(Task requirements) Pictures stay out. Extract the lines below from the first one through the line with "2px #c0bec4) drop-shadow(0", both included.
----------------
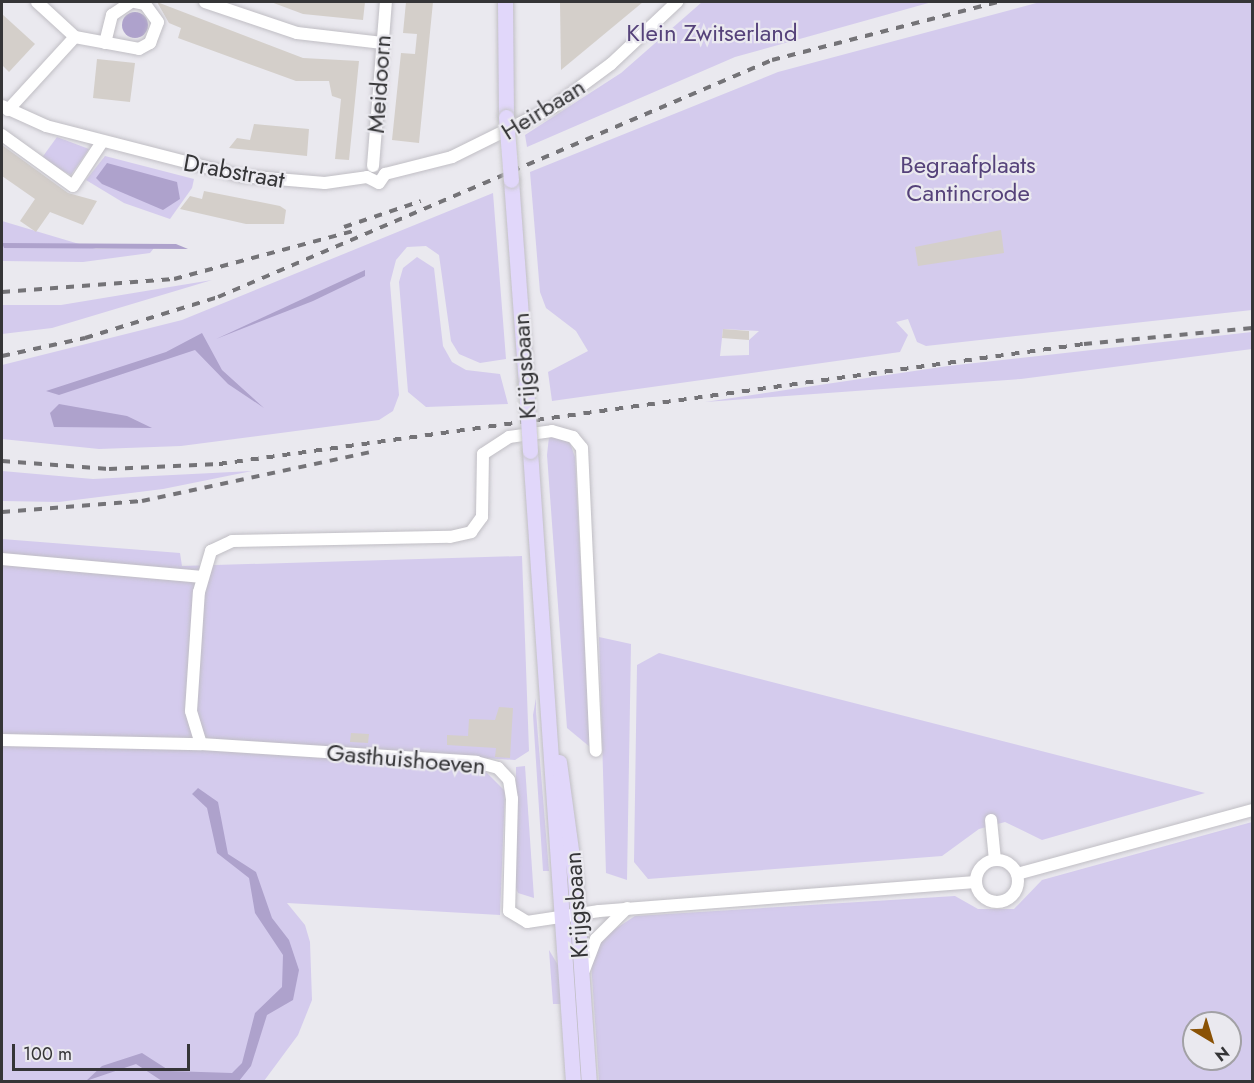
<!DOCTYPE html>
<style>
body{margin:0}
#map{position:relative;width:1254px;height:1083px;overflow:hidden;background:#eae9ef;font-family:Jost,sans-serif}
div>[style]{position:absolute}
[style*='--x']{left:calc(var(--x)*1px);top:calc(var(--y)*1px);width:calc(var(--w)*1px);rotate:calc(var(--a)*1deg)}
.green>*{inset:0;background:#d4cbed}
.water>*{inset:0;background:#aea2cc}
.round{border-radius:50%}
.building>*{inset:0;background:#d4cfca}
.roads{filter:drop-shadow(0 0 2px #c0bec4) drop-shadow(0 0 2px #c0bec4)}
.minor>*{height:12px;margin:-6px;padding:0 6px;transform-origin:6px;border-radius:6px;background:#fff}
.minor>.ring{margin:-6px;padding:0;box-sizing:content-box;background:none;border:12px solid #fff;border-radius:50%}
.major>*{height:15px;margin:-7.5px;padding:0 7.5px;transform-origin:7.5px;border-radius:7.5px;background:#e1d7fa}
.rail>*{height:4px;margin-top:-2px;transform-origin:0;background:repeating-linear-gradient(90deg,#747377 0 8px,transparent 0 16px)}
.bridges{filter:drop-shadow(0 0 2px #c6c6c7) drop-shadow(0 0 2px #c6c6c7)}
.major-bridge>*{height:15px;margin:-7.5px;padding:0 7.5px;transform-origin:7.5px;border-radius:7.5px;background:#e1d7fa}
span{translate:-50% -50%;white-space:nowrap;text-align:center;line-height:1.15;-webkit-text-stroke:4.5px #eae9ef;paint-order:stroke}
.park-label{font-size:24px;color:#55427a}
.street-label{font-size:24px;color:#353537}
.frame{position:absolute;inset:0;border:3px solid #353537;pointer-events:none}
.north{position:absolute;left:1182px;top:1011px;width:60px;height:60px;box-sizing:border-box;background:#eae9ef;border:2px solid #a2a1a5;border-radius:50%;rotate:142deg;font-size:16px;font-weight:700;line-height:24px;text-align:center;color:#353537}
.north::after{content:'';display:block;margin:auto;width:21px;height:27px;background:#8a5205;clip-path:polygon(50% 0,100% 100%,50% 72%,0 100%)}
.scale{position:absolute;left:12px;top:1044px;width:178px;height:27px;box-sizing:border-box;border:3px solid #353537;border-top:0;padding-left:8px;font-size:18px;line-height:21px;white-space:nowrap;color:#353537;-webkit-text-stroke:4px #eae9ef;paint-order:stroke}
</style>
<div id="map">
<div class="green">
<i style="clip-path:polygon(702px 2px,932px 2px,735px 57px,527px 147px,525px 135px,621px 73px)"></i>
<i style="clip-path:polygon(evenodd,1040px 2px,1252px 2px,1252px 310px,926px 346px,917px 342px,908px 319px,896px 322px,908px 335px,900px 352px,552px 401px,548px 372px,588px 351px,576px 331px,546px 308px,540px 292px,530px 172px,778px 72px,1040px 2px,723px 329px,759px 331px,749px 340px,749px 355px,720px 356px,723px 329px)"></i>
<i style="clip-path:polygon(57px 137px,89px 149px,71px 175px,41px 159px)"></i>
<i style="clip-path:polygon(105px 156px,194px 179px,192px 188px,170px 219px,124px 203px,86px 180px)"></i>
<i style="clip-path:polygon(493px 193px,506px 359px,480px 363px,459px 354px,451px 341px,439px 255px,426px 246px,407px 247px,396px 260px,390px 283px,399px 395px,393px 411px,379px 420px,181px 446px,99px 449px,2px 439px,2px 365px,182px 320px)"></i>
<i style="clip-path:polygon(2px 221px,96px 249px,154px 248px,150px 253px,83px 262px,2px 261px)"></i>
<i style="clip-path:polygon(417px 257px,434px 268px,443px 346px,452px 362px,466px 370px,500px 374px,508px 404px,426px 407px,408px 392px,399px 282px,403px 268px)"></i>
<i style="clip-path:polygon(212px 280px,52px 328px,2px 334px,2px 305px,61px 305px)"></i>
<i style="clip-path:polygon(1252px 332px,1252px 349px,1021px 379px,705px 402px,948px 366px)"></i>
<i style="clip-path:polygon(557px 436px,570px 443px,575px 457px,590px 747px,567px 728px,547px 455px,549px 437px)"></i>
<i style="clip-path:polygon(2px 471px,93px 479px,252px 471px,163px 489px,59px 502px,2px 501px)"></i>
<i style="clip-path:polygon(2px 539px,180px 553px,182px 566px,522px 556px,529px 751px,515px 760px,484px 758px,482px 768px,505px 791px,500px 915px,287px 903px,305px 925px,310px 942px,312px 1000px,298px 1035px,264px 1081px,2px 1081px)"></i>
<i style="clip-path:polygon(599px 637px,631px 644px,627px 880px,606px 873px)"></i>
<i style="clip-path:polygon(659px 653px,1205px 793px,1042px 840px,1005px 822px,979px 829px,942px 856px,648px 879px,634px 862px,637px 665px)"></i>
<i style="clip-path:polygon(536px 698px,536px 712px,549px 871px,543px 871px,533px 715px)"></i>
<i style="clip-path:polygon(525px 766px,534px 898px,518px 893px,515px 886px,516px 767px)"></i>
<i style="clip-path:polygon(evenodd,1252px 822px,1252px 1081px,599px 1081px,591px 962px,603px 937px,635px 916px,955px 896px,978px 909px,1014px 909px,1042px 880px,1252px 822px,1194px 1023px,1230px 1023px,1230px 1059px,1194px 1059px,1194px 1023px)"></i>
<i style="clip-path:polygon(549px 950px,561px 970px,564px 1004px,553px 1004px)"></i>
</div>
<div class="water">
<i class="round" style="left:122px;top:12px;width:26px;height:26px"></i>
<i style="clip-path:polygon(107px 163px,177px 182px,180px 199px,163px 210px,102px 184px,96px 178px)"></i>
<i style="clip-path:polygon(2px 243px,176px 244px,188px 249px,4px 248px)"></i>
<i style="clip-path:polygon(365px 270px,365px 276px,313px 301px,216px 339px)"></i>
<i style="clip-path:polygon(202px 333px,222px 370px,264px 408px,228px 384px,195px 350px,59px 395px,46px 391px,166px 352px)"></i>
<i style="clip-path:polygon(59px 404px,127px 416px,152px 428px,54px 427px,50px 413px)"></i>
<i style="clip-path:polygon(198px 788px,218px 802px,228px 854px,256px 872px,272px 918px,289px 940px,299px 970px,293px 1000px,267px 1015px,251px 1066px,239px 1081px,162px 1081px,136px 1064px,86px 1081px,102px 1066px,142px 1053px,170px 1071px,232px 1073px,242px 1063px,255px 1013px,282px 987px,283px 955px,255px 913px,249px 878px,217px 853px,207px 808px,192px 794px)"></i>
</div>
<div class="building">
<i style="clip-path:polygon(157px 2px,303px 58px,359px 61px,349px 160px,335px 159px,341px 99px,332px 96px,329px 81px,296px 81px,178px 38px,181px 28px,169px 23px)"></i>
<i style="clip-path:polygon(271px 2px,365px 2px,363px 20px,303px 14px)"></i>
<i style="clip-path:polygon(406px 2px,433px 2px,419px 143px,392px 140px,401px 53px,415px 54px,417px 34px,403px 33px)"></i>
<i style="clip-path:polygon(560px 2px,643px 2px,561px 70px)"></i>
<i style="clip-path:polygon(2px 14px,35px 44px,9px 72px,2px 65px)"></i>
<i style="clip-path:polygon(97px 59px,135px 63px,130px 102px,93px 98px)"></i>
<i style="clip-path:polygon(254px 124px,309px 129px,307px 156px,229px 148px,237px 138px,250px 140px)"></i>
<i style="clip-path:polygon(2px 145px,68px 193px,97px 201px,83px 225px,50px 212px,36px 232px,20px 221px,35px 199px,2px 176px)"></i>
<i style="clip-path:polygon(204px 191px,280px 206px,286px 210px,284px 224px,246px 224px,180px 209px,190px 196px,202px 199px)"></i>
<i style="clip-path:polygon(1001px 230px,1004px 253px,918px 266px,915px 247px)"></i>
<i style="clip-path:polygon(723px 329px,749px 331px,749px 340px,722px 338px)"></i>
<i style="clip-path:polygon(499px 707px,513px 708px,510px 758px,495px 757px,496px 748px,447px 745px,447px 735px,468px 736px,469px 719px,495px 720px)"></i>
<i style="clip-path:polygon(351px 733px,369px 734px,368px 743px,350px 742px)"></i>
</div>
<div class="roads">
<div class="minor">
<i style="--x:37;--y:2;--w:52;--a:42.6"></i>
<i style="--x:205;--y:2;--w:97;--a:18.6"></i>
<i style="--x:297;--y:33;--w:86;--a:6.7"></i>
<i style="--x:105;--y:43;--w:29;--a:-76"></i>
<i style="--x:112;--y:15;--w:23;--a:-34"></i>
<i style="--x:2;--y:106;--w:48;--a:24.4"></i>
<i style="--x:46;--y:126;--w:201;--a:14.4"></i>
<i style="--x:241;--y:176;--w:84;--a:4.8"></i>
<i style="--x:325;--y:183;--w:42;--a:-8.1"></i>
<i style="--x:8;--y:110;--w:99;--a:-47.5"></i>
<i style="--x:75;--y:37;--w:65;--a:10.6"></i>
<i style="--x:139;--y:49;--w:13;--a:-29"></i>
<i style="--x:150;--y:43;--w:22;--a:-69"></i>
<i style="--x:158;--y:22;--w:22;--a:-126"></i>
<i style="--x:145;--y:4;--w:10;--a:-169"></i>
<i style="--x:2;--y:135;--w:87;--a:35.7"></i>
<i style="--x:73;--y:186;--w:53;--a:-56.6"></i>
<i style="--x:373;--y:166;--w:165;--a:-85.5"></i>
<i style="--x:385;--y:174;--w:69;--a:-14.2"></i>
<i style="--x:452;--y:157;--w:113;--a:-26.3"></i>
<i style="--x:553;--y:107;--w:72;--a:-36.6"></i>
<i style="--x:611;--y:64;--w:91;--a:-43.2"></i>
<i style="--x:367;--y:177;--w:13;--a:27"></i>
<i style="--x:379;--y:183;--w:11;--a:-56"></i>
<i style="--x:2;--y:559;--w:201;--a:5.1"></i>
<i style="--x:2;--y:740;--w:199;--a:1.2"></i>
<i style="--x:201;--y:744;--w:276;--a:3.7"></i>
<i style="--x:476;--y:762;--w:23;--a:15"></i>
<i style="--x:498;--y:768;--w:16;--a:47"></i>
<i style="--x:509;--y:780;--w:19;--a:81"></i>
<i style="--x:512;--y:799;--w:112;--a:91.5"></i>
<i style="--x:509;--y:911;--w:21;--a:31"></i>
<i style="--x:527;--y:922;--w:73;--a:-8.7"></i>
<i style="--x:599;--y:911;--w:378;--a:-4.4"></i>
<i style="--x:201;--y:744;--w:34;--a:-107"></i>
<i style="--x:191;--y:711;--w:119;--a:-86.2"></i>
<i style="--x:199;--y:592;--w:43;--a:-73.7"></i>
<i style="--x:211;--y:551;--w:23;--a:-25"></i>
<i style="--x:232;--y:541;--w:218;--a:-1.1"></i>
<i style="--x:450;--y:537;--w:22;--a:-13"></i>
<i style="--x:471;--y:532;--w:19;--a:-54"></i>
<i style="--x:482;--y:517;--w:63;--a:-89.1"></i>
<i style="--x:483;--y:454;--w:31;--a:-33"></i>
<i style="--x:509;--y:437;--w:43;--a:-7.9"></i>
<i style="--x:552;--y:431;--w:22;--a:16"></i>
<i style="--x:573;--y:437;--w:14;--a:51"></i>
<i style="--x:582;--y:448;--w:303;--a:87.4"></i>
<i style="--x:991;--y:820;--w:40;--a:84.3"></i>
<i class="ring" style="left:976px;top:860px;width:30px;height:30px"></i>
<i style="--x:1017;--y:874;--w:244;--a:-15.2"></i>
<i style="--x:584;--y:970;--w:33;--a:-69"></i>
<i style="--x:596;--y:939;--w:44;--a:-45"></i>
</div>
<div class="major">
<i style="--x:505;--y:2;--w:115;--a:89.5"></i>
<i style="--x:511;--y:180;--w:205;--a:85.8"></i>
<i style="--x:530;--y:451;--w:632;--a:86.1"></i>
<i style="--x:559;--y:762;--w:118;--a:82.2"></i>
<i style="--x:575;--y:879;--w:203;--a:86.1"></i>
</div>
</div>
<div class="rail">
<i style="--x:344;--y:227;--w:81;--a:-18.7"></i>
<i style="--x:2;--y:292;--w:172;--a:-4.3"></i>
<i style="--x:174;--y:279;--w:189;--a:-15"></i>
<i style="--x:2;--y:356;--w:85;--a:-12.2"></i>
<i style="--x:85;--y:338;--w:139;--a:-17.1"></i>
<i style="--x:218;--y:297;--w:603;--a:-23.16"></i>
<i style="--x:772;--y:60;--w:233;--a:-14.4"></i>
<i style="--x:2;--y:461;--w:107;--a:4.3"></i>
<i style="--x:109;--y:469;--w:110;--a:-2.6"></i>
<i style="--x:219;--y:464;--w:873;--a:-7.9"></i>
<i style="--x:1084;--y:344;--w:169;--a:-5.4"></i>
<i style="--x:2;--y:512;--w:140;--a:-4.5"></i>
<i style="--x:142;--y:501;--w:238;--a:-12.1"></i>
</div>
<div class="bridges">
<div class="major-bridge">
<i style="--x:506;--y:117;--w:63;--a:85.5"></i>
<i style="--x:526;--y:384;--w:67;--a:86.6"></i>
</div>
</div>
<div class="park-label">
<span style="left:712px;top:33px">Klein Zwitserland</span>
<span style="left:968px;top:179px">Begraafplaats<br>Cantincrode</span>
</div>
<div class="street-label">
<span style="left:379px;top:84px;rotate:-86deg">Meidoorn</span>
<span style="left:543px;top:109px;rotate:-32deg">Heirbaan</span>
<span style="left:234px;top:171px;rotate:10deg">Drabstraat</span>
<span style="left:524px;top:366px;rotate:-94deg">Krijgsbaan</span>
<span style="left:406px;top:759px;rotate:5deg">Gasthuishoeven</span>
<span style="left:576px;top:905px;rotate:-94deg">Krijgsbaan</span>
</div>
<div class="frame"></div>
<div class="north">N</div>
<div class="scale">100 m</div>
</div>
----------------
(Written reply)
<!DOCTYPE html>
<style>
body{margin:0}
#map{position:relative;width:1254px;height:1083px;overflow:hidden;background:#eae9ef;font-family:Jost,sans-serif}
div>[style]{position:absolute}
[style*='--x']{left:calc(var(--x)*1px);top:calc(var(--y)*1px);width:calc(var(--w)*1px);rotate:calc(var(--a)*1deg)}
.green>*{inset:0;background:#d4cbed}
.water>*{inset:0;background:#aea2cc}
.round{border-radius:50%}
.building>*{inset:0;background:#d4cfca}
.roads{filter:drop-shadow(0 0 2px #c0bec4) drop-shadow(0 0 2px #c0bec4)}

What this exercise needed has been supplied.